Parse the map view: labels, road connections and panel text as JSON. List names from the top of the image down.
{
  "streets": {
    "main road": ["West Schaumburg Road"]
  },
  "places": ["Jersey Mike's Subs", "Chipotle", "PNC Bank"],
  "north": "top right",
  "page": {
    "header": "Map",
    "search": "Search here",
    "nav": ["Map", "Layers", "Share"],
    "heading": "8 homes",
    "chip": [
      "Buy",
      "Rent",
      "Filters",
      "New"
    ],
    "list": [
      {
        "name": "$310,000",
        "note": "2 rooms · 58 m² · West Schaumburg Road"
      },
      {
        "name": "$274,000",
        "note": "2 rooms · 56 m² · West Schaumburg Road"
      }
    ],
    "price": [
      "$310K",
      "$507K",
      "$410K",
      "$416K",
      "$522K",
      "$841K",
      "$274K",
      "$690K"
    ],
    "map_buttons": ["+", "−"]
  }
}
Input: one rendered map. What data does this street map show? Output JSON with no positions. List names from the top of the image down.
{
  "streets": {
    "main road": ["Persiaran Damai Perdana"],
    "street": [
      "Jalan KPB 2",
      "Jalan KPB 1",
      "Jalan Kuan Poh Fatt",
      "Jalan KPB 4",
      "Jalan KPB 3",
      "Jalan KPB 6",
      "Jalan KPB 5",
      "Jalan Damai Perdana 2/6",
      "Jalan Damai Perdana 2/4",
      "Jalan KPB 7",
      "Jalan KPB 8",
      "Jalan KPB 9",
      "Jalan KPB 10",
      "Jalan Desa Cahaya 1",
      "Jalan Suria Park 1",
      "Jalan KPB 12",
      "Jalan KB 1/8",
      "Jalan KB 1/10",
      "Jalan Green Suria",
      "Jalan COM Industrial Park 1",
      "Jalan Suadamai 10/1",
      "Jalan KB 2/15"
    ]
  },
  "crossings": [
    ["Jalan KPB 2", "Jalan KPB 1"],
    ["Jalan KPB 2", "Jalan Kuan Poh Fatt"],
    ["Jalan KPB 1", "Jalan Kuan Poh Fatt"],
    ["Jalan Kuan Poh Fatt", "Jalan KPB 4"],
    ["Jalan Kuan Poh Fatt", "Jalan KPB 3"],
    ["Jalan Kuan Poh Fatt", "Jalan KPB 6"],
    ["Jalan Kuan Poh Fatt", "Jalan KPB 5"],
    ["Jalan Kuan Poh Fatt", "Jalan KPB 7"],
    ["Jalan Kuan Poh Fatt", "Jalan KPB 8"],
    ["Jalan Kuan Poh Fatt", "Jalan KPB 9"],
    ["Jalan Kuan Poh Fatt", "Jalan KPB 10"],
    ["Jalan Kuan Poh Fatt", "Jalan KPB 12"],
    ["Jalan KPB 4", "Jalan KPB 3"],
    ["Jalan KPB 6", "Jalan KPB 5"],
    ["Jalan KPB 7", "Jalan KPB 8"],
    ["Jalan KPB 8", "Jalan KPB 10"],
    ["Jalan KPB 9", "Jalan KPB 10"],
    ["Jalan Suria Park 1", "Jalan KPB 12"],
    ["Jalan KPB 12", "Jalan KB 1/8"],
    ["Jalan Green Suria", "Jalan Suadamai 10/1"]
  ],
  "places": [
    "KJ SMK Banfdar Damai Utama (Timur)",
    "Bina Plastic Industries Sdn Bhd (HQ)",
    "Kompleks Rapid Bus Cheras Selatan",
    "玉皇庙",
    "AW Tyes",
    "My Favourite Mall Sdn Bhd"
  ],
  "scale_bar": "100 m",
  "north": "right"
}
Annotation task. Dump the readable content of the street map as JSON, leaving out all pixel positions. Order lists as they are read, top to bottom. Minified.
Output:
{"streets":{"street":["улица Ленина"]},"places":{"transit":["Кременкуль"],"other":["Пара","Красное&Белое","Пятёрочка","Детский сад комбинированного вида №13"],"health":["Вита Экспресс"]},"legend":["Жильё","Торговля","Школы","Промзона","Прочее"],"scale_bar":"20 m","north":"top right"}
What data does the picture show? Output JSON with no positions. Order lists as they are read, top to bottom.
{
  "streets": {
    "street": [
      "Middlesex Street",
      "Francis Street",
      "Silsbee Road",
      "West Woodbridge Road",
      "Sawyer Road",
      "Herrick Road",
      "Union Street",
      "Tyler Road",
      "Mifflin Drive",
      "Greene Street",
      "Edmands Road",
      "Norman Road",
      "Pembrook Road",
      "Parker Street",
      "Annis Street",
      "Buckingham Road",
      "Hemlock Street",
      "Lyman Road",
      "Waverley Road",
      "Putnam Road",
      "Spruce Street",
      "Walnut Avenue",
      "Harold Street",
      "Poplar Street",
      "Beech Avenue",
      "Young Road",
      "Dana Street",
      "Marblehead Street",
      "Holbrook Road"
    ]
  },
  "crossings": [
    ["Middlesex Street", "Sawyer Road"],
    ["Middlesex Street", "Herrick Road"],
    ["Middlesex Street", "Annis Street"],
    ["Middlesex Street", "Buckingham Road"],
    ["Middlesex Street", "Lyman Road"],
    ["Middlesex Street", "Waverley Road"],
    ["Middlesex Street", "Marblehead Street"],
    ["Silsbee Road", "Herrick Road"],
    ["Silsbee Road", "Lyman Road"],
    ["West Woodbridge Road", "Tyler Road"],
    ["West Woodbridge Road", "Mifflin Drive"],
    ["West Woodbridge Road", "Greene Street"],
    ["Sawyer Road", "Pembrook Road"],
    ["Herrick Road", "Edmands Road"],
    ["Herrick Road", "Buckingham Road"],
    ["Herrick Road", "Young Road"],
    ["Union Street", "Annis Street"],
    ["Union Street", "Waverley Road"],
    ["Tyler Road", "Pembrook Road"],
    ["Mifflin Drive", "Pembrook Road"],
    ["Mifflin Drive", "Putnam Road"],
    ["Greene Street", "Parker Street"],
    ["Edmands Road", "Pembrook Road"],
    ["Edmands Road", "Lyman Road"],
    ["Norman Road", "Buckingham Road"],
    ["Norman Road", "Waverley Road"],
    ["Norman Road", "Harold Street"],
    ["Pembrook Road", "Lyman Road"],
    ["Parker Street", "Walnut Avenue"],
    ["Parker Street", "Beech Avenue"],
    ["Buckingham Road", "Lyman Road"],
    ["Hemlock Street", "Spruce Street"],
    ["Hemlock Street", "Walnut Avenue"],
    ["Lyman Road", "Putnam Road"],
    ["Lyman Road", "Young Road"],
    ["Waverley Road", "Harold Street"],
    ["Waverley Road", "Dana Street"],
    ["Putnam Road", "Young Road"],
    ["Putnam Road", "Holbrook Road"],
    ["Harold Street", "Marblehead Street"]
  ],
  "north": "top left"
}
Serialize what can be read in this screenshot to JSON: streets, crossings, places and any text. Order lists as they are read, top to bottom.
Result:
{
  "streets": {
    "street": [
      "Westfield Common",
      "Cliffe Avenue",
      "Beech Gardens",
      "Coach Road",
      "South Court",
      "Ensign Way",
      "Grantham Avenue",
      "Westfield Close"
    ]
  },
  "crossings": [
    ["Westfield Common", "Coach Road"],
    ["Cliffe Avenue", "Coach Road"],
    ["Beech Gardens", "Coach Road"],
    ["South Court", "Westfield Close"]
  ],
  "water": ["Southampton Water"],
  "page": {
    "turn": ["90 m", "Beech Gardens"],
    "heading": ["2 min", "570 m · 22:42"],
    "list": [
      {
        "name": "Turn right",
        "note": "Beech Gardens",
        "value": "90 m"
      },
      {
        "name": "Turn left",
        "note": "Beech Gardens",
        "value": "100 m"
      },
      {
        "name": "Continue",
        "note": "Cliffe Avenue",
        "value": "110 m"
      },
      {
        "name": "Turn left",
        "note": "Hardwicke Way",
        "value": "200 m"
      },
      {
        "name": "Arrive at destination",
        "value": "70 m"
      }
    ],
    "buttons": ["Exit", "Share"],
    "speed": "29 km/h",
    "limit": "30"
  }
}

▶ **Work item**
State how many lines of the records hold the string "Silsbee", and nothing else.

▶ **Result for this exercise**
3